Report all lines below with the word "family".
********************
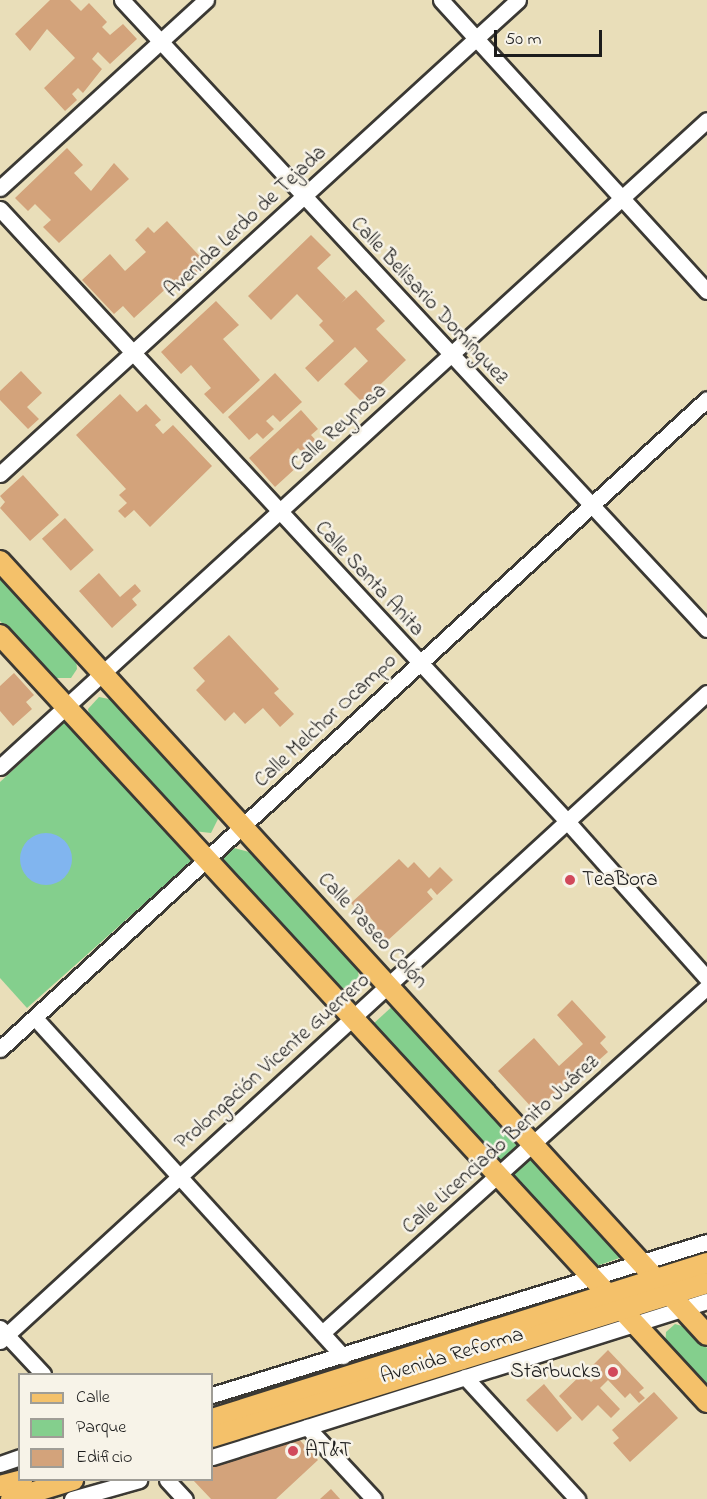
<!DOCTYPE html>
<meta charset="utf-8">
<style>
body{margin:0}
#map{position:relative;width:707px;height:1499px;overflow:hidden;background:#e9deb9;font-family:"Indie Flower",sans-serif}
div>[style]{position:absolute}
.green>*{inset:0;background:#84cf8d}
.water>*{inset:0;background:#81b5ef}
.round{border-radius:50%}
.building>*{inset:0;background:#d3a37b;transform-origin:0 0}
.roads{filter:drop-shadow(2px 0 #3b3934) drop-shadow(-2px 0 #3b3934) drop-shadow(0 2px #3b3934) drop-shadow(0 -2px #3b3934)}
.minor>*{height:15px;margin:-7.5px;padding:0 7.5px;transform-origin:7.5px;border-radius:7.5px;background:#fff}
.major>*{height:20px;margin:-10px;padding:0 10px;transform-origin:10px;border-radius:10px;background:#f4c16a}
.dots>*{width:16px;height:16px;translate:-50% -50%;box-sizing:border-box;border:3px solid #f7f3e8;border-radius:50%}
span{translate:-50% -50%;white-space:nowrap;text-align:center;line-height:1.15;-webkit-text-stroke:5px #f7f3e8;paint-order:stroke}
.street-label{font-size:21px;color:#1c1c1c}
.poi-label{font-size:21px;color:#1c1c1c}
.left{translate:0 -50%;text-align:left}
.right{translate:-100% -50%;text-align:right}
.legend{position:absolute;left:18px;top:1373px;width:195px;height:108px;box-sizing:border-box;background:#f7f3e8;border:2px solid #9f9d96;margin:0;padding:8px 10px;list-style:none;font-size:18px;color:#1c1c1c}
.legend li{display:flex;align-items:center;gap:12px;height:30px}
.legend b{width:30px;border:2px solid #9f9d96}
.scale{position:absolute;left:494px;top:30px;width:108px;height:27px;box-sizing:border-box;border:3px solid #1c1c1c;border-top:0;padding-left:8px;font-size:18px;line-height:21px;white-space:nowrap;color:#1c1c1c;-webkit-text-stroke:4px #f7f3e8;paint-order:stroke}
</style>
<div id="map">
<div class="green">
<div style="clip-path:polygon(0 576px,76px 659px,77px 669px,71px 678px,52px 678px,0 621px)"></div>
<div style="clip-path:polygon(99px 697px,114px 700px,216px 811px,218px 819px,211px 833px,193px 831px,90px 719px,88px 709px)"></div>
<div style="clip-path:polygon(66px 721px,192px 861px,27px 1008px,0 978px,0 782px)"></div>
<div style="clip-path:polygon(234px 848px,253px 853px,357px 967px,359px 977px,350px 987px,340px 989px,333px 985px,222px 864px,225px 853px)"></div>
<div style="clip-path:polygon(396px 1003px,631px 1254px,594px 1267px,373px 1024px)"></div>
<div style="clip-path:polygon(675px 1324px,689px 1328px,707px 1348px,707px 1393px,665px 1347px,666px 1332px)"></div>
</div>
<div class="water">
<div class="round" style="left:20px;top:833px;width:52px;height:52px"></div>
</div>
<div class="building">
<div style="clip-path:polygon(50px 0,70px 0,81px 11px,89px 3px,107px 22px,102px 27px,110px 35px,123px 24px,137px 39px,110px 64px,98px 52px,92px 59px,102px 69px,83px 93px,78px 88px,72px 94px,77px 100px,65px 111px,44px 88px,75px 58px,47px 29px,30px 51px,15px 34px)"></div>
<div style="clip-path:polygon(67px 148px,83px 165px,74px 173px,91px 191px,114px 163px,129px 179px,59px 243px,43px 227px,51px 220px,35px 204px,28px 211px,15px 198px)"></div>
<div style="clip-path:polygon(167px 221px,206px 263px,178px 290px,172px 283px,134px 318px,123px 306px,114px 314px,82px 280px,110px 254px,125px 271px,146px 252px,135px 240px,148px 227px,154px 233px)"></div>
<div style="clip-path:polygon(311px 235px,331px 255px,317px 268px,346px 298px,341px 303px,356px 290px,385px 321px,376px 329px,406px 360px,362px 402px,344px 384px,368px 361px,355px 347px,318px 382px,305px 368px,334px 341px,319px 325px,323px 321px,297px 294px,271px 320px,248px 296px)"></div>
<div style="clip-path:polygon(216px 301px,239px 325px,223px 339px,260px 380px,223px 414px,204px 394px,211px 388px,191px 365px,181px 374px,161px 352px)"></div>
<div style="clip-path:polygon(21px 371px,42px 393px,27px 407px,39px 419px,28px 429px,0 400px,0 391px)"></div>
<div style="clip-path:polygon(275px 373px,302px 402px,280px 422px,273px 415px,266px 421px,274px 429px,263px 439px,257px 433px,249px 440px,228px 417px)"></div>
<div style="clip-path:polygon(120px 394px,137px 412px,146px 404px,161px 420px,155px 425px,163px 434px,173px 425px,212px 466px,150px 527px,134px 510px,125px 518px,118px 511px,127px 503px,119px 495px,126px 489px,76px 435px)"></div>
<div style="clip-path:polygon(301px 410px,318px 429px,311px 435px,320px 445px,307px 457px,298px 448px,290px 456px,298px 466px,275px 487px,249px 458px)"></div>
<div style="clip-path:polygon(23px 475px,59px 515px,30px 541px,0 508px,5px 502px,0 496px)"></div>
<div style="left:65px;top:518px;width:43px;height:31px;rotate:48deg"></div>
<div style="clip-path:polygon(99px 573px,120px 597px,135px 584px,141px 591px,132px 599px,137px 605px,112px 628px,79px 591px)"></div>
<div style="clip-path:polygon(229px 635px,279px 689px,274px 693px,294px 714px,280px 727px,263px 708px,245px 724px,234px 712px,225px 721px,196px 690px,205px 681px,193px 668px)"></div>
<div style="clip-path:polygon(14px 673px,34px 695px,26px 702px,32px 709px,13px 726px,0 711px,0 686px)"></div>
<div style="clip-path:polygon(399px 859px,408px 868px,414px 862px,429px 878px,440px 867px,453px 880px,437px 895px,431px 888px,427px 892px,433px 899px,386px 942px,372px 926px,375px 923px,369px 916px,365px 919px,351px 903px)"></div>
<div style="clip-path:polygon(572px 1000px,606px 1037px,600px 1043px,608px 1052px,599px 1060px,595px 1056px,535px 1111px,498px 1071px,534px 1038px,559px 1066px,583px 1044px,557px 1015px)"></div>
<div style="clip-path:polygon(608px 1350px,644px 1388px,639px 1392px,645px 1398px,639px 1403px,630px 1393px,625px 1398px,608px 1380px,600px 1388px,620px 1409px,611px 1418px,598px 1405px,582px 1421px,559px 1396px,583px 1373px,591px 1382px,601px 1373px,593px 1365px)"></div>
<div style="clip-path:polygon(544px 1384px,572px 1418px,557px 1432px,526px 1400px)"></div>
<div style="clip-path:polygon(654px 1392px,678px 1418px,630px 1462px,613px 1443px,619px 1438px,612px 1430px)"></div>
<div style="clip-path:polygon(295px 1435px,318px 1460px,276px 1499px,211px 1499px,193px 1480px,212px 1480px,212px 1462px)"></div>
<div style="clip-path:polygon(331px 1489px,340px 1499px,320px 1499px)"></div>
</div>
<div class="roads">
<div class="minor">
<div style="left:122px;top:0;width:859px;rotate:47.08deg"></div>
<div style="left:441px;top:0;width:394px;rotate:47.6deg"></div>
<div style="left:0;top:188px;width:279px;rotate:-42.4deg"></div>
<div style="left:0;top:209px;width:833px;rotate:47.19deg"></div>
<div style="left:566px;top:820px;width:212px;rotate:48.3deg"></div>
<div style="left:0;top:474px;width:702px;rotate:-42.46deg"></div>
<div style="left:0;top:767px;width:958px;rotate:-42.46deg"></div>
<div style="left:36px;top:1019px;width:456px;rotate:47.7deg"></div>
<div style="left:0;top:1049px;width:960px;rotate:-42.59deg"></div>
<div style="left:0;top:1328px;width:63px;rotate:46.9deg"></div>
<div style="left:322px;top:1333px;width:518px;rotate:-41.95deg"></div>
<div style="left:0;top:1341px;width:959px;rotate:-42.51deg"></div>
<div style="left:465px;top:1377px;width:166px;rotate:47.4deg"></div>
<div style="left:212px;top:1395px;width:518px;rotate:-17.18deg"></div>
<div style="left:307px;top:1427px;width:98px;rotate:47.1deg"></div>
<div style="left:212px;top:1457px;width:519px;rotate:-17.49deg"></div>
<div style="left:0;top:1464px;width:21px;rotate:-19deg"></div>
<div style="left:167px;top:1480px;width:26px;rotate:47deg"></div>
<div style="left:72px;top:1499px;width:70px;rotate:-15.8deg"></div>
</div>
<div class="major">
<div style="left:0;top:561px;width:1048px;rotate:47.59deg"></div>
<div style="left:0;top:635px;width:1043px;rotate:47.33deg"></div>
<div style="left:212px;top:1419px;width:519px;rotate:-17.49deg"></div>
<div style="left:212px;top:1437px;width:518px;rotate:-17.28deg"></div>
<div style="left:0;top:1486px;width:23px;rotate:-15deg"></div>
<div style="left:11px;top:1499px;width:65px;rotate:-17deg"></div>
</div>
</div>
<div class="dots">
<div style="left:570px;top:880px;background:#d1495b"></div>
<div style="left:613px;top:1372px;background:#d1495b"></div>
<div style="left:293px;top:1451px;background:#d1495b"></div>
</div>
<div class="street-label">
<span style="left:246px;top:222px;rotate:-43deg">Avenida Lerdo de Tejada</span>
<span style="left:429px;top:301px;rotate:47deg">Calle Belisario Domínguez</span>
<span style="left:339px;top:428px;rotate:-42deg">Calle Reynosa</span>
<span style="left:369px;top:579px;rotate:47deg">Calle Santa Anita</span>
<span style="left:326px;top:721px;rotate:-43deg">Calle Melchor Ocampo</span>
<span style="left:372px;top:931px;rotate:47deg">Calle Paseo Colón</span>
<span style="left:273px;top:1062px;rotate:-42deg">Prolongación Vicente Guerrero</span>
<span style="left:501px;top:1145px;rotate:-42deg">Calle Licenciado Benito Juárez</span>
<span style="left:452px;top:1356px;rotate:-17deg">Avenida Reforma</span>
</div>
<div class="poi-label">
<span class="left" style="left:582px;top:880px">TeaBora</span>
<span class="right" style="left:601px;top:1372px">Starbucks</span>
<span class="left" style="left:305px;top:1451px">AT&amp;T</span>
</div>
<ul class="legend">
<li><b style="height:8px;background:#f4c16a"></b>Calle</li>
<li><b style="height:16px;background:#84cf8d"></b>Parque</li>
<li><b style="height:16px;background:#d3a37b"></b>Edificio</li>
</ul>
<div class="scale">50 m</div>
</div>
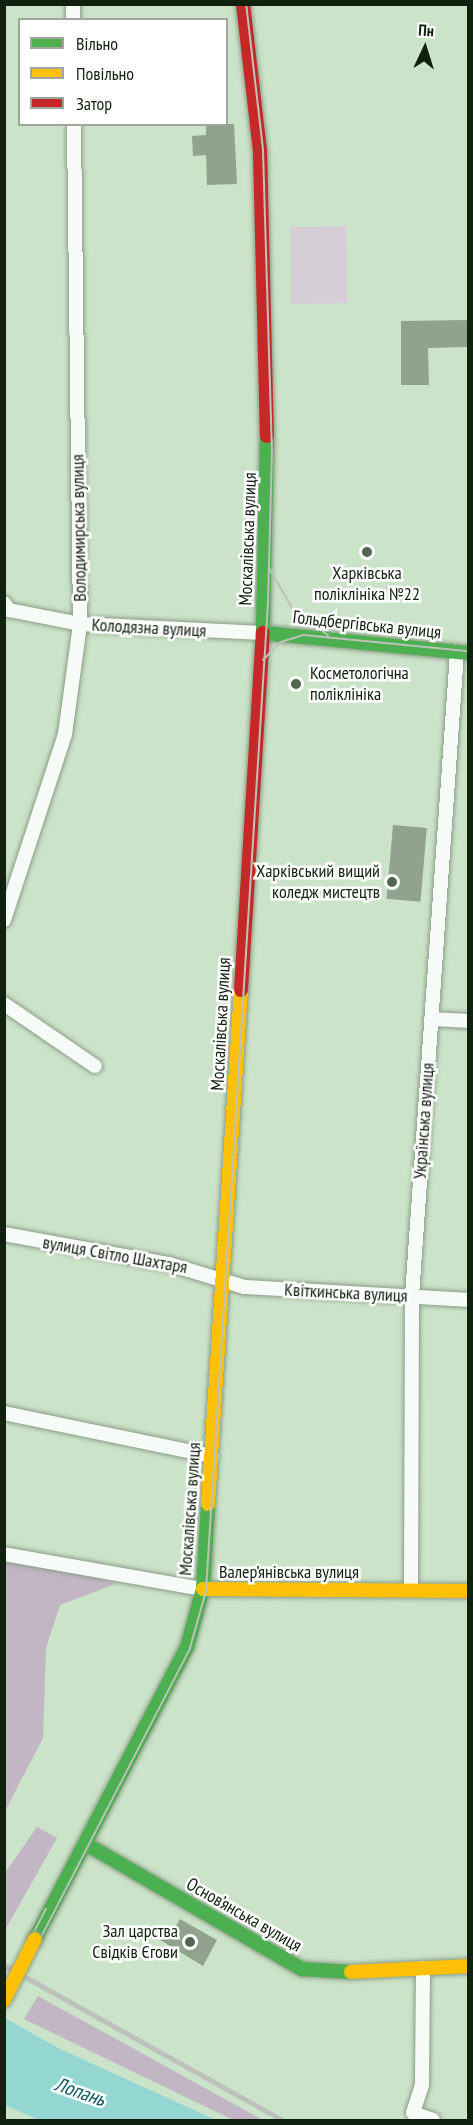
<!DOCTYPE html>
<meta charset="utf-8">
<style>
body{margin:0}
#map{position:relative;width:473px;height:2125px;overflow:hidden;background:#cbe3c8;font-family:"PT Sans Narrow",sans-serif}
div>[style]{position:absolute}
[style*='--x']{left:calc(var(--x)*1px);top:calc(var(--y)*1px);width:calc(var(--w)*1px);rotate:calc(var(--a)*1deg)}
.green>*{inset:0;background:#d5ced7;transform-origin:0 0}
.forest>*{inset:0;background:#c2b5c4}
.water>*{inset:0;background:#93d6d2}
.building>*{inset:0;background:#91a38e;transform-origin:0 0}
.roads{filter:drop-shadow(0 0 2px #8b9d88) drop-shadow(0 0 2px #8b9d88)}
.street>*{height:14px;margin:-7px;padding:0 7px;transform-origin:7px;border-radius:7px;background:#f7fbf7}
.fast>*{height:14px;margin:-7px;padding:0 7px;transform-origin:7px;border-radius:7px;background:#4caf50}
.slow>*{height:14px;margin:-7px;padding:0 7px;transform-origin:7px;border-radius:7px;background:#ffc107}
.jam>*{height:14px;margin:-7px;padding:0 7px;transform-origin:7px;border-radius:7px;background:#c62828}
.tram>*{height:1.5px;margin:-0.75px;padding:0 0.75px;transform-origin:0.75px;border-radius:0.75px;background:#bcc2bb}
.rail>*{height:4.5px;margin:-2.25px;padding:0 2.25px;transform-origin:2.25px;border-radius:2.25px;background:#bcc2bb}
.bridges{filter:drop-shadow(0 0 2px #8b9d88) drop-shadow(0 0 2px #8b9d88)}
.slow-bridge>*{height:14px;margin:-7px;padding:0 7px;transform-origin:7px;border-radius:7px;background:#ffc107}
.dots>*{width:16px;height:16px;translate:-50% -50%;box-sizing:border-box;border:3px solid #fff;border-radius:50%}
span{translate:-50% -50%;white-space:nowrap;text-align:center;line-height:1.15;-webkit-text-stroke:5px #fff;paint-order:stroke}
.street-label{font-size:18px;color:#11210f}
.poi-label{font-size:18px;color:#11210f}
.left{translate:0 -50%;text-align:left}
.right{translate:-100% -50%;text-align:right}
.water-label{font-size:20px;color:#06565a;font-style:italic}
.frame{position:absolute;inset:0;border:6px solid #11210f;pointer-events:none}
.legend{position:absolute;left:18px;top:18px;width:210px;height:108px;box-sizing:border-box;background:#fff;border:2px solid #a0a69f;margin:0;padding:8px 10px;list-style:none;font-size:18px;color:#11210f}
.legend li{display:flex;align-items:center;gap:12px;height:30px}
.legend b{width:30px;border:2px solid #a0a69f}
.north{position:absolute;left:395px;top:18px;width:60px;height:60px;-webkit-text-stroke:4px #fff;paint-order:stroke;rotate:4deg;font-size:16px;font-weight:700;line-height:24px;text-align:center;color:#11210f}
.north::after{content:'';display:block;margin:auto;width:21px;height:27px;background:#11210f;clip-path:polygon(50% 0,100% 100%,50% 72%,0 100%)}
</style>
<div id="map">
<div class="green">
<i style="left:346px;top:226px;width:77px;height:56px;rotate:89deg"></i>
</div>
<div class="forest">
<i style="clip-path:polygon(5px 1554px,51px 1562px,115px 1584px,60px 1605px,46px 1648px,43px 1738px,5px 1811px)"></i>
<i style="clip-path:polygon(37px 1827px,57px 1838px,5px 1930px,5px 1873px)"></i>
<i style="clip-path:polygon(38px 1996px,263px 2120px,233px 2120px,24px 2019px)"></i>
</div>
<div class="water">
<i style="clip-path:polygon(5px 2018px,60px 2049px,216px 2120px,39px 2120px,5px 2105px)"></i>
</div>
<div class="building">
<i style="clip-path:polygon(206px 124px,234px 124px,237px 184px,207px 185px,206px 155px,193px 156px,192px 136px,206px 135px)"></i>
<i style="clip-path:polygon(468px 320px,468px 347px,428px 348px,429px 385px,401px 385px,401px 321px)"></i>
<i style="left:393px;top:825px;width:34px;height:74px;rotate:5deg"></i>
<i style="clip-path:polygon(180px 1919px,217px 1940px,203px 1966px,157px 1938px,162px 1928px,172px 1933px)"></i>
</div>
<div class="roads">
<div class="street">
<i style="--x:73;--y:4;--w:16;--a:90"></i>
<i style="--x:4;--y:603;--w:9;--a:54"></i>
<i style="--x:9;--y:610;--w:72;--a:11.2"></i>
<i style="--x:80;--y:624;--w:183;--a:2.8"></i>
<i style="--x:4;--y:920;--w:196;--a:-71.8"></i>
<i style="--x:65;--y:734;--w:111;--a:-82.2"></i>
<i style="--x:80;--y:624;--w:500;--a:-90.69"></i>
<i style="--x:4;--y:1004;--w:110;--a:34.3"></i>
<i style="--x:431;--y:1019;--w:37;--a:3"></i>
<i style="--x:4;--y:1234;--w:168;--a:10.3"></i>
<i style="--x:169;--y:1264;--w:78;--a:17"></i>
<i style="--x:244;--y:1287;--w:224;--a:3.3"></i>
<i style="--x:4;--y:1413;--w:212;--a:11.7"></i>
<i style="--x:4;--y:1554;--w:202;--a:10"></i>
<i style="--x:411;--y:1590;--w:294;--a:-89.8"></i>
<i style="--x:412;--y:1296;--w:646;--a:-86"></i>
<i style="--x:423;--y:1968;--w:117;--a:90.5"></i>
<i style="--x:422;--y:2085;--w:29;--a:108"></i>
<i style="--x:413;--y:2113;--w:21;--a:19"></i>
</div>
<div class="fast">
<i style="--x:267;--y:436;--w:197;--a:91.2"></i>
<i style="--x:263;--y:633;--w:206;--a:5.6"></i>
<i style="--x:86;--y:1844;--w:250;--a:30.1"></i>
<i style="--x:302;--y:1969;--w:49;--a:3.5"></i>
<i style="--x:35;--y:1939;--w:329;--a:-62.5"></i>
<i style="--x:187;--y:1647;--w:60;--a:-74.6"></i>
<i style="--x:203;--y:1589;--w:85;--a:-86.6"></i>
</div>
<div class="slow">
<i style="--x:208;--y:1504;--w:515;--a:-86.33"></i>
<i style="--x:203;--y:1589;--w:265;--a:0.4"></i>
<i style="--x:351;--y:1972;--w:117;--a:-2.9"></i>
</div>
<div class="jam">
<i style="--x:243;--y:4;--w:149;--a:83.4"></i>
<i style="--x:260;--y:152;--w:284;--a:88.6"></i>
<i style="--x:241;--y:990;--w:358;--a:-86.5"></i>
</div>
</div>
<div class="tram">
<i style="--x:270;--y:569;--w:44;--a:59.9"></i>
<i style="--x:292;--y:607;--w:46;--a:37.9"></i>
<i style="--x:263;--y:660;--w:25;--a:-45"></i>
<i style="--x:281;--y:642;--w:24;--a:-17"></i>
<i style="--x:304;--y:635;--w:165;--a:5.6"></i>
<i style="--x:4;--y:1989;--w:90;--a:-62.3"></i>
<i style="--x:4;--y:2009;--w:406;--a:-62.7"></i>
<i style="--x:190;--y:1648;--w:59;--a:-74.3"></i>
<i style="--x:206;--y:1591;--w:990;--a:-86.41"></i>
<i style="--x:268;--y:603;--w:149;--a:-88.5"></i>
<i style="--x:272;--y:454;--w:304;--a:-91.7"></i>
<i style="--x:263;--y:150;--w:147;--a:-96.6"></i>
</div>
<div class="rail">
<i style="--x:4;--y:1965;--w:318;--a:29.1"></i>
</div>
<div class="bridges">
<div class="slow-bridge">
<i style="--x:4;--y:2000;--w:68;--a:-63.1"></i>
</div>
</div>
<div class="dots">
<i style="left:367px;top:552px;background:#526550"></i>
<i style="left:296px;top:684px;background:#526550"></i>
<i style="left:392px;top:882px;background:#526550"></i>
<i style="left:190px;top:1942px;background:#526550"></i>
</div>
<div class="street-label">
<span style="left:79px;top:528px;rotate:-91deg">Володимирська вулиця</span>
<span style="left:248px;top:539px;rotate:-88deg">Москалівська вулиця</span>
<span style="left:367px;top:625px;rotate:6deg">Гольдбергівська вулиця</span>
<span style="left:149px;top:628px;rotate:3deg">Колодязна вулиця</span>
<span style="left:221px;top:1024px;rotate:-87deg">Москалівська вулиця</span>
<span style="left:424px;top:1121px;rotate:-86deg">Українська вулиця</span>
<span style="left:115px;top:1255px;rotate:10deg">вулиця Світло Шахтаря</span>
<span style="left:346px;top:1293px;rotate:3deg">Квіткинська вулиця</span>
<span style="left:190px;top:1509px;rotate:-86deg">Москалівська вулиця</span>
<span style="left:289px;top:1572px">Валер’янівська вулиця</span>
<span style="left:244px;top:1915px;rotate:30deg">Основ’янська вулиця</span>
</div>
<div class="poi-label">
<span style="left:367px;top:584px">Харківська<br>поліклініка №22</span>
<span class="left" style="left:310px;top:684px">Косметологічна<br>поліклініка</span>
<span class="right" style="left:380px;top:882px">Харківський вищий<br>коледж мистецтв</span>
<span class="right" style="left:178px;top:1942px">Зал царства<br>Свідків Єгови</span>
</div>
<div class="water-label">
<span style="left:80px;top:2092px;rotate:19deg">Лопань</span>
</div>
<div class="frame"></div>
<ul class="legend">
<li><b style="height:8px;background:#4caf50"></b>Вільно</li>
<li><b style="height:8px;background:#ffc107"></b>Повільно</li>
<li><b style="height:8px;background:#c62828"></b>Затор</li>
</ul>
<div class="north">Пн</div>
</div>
********************
Response area |
#map{position:relative;width:707px;height:1499px;overflow:hidden;background:#e9deb9;font-family:"Indie Flower",sans-serif}
#map{position:relative;width:473px;height:2125px;overflow:hidden;background:#cbe3c8;font-family:"PT Sans Narrow",sans-serif}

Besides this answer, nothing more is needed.